Re: [libvirt] [Qemu-devel] [PATCH v7 0/4] Add Mediated device support

Wednesday, 7 September 2016

On Wed, 7 Sep 2016 21:45:31 +0530
Kirti Wankhede <kwankhede(a)nvidia.com&gt; wrote:

...
 On 9/7/2016 2:58 AM, Alex Williamson wrote:
 > On Wed, 7 Sep 2016 01:05:11 +0530
 > Kirti Wankhede <kwankhede(a)nvidia.com&gt; wrote:
 >   
 >> On 9/6/2016 11:10 PM, Alex Williamson wrote:  
 >>> On Sat, 3 Sep 2016 22:04:56 +0530
 >>> Kirti Wankhede <kwankhede(a)nvidia.com&gt; wrote:
 >>>     
 >>>> On 9/3/2016 3:18 AM, Paolo Bonzini wrote:    
 >>>>>
 >>>>>
 >>>>> On 02/09/2016 20:33, Kirti Wankhede wrote:      
 >>>>>> <Alex> We could even do:      
 >>>>>>>>
 >>>>>>>> echo $UUID1:$GROUPA > create
 >>>>>>>>
 >>>>>>>> where $GROUPA is the group ID of a previously created
mdev device into
 >>>>>>>> which $UUID1 is to be created and added to the same
group.      
 >>>>>> </Alex>      
 >>>>>
 >>>>> From the point of view of libvirt, I think I prefer Alex's
idea.
 >>>>> <group> could be an additional element in the nodedev-create
XML:
 >>>>>
 >>>>>     <device>
 >>>>>       <name>my-vgpu</name>
 >>>>>       <parent>pci_0000_86_00_0</parent>
 >>>>>       <capability type='mdev'>
 >>>>>         <type id='11'/>
 >>>>>        
<uuid>0695d332-7831-493f-9e71-1c85c8911a08</uuid>
 >>>>>         <group>group1</group>
 >>>>>       </capability>
 >>>>>     </device>
 >>>>>
 >>>>> (should group also be a UUID?)
 >>>>>       
 >>>>
 >>>> No, this should be a unique number in a system, similar to iommu_group. 

 >>>
 >>> Sorry, just trying to catch up on this thread after a long weekend.
 >>>
 >>> We're talking about iommu groups here, we're not creating any sort
of
 >>> parallel grouping specific to mdev devices.    
 >>
 >> I thought we were talking about group of mdev devices and not iommu
 >> group. IIRC, there were concerns about it (this would be similar to
 >> UUID+instance) and that would (ab)use iommu groups.  
 > 
 > What constraints does a group, which is not an iommu group, place on the
 > usage of the mdev devices?  What happens if we put two mdev devices in
 > the same "mdev group" and then assign them to separate VMs/users?  I
 > believe that the answer is that this theoretical "mdev group" doesn't
 > actually impose any constraints on the devices within the group or how
 > they're used.
 >   

 We feel its not a good idea to try to associate device's iommu groups
 with mdev device groups. That adds more complications.

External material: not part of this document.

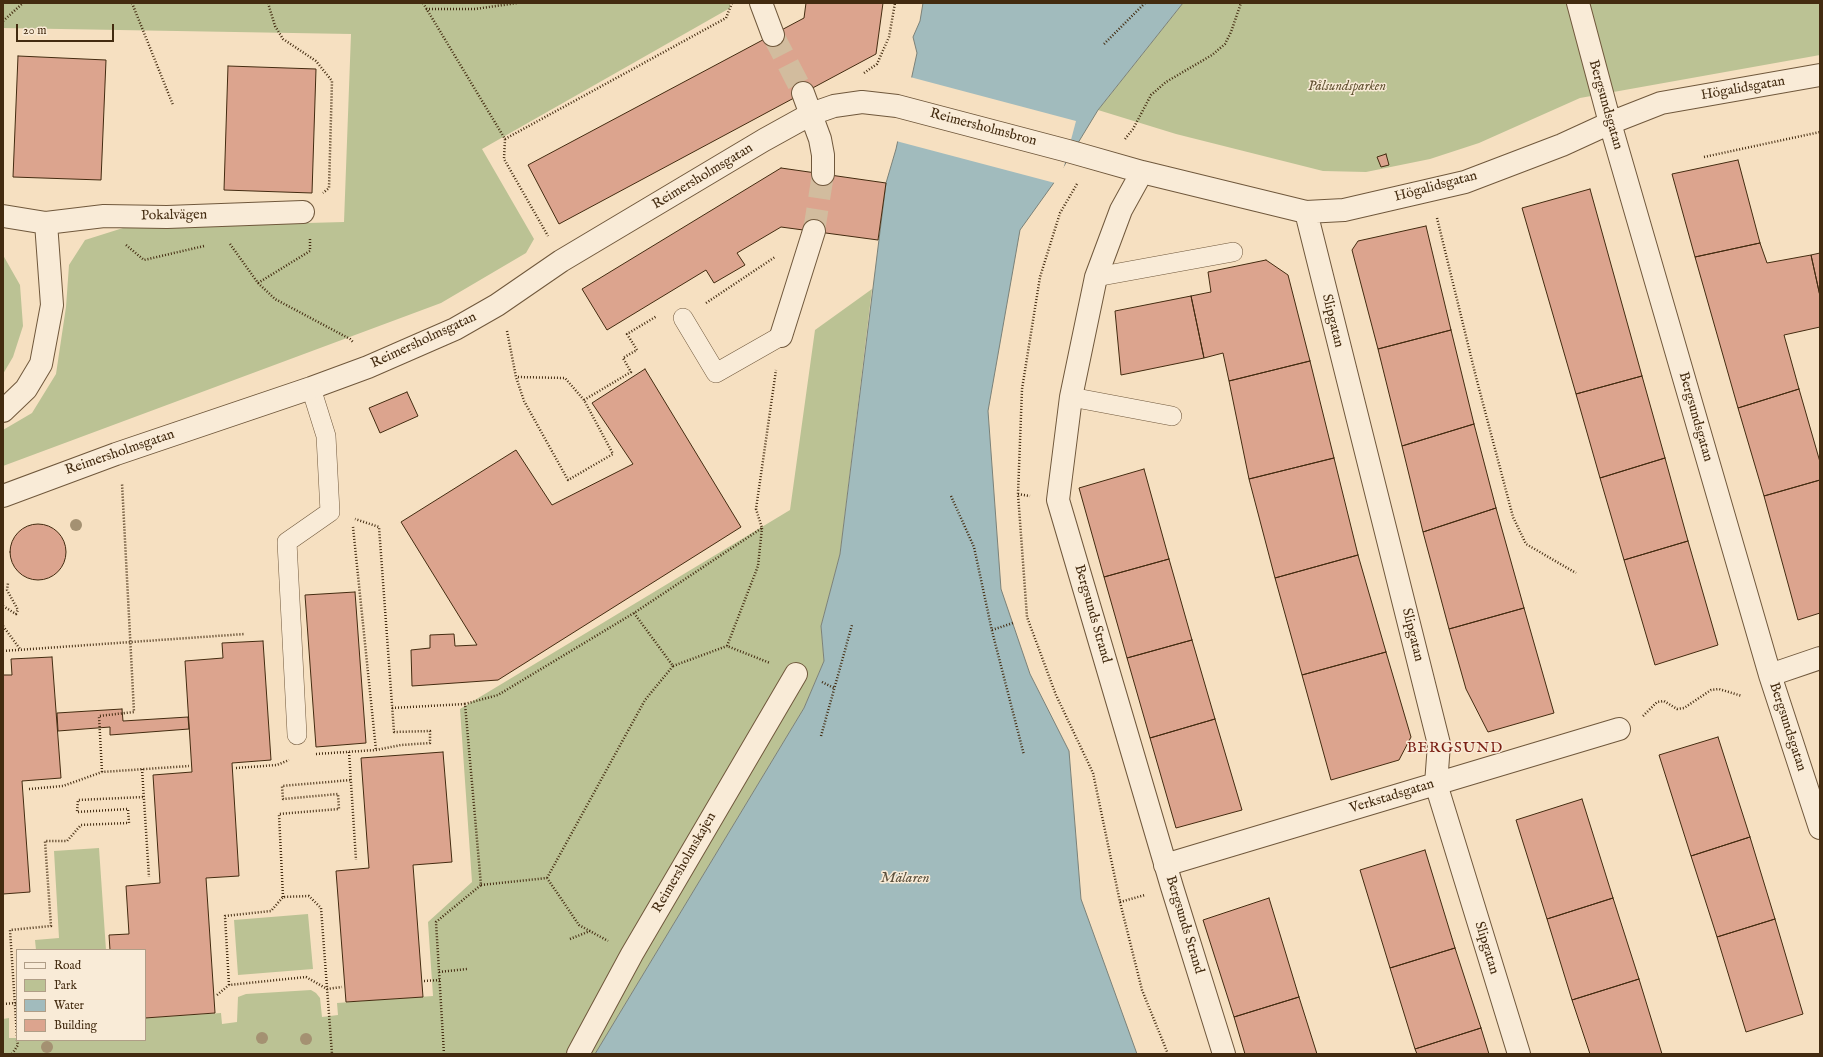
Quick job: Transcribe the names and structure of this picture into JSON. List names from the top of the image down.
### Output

 As in above nodedev-create xml, 'group1' could be a unique number that
 can be generated by libvirt. Then to create mdev device:

   echo $UUID1:group1 > create

 If user want to add more mdev devices to same group, he/she should use
 same group number in next nodedev-create devices. So create commands
 would be:
   echo $UUID2:group1 > create
   echo $UUID3:group1 > create 
So groups return to being static, libvirt would need to destroy and
create mdev devices specifically for use within the predefined group?
This imposes limitations on how mdev devices can be used (ie. the mdev
pool option is once again removed).  We're also back to imposing
grouping semantics on mdev devices that may not need them.  Do all mdev
devices for a given user need to be put into the same group?  Do groups
span parent devices?  Do they span different vendor drivers?

...
 Each mdev device would store this group number in its mdev_device
 structure.

 With this, we would add open() and close() callbacks from vfio_mdev
 module for vendor driver to commit resources. Then we don't need
 'start'/'stop' or online/offline interface.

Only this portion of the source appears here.